I'm not sure that people must remain 'in gender' at all times - that their gender informs and affects and defines every aspect of their life, the internal as well as the external. It has never occured to me that gender defines how people think and write and communicate. Maybe for some people it does, and I may have underestimated quite how much, but for so many people, myself included, it seems to be a lot more fluid. I certainly don't think of myself as writing 'as a woman' or 'as a man' when I start typing: I just write.
I was talking about this recently to a female friend who is a professional writer, and she was saying that one of the publications she writes for has a policy of not giving writers' bylines but simply listing all the contributors at the end in alphabetical order. This, she said, gave her a great sense of freedom, as people could read her work (which, for this publication, is is political commentary and satire) without filtering it through a 'oooh, a woman wrote this' lens first. She says she writes 'like a man' anyway and that everybody she knows thinks so too. (I will put some of her stuff through the gender genie and find out if the programme agrees.)

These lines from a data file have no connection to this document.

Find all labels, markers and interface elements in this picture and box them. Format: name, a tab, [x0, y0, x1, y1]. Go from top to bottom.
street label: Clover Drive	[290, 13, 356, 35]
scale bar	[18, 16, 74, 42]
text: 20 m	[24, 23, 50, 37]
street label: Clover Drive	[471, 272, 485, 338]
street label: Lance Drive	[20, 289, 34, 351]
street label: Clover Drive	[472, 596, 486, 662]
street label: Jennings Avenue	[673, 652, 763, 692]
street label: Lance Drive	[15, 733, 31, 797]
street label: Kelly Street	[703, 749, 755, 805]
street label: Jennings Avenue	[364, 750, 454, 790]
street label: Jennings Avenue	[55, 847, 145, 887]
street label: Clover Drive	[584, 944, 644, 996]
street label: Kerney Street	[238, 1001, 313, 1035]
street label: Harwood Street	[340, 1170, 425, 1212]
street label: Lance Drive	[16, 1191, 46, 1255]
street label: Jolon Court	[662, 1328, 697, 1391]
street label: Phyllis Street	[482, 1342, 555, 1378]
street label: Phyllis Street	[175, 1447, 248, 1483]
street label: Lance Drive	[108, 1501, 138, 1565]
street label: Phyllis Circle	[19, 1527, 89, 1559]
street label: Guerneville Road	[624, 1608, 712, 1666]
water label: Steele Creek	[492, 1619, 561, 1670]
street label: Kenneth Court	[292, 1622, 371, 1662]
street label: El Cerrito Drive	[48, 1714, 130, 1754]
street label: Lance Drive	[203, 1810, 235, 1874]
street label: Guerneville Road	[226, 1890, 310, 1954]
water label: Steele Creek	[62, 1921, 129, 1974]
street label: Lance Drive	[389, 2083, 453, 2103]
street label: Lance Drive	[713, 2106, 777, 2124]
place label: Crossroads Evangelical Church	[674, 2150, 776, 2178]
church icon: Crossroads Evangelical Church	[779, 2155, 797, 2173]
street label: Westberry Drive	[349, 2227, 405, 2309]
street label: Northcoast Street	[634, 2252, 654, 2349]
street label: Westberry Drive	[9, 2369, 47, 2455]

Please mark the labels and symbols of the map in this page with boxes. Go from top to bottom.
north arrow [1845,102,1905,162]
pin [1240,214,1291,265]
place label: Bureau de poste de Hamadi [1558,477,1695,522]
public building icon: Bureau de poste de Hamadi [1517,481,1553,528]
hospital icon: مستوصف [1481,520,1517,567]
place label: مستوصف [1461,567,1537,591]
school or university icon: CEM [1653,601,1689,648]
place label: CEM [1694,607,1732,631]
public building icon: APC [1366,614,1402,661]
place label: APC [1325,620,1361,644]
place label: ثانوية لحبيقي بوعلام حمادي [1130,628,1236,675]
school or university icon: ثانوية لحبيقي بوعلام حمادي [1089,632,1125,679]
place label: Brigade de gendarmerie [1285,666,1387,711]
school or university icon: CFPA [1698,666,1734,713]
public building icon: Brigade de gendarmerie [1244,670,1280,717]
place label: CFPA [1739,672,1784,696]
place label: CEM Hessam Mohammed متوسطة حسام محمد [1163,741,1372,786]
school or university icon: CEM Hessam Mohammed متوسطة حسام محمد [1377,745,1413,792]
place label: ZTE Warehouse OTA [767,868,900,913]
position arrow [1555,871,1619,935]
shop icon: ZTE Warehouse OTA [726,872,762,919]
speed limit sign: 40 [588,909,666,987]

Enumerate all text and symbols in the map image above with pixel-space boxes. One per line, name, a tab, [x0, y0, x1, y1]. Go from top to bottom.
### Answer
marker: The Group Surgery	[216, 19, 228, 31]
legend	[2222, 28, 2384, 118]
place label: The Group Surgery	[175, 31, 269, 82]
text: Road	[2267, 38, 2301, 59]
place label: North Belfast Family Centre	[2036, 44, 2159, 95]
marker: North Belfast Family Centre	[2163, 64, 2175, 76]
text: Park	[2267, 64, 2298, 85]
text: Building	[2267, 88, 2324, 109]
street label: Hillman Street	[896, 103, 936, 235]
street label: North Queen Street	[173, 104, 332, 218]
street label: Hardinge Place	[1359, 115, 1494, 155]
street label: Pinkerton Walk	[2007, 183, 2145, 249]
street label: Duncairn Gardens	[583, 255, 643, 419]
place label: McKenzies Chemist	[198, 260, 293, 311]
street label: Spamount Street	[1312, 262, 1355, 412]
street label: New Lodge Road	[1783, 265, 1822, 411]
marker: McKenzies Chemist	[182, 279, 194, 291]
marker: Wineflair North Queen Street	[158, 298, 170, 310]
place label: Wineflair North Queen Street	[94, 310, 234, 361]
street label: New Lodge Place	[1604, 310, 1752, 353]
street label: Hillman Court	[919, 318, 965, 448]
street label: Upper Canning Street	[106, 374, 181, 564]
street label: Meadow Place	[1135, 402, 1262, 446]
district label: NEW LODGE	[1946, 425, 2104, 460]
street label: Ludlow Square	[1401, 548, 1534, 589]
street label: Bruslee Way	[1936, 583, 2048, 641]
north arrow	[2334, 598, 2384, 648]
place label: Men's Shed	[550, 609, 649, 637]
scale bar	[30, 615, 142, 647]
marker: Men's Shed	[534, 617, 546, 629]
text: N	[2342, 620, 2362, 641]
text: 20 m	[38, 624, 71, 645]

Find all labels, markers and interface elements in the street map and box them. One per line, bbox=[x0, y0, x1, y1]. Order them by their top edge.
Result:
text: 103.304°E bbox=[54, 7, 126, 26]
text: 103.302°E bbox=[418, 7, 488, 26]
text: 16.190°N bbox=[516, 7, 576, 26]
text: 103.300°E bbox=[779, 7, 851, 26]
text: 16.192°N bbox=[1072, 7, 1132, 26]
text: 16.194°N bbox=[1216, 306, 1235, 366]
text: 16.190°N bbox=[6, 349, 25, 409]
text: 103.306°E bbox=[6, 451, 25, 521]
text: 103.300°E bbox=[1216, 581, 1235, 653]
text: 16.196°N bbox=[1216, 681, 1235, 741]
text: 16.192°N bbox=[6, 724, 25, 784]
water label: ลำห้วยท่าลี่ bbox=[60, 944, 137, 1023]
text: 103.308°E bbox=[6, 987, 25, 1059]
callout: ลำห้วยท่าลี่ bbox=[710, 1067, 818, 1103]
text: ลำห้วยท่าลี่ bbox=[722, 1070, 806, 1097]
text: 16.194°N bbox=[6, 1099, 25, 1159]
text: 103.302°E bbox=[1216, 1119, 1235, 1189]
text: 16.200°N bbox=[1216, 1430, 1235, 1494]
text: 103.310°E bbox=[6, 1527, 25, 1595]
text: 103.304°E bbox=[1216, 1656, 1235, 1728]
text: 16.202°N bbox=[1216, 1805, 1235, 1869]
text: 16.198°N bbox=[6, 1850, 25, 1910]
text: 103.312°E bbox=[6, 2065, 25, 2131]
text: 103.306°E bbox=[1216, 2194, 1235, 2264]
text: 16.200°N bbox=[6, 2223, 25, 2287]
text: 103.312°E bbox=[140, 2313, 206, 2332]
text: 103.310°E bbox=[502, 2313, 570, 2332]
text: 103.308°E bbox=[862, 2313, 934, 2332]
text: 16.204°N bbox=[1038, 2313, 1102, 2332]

There are some people who do seem to make a very conscious effort to write 'as a woman' or 'as a man': having just read the Sunday Times I was particularly annoyed by the inane twitterings of colunist India Knight who was banging on this week about women and shoes. Again. Are women all really obsessed with shoes? (Or with chocolate for that matter, the other great cliche that keeps doing the rounds in opinion columns?) I know quite a few men whom I would say are pretty damn fixated with trainers, one guy I know posseses over fifty pairs kept in their original boxes. I know plenty of men who are obsessed with records, owning thousands and thousands of them and spending hours on the decks mixing them.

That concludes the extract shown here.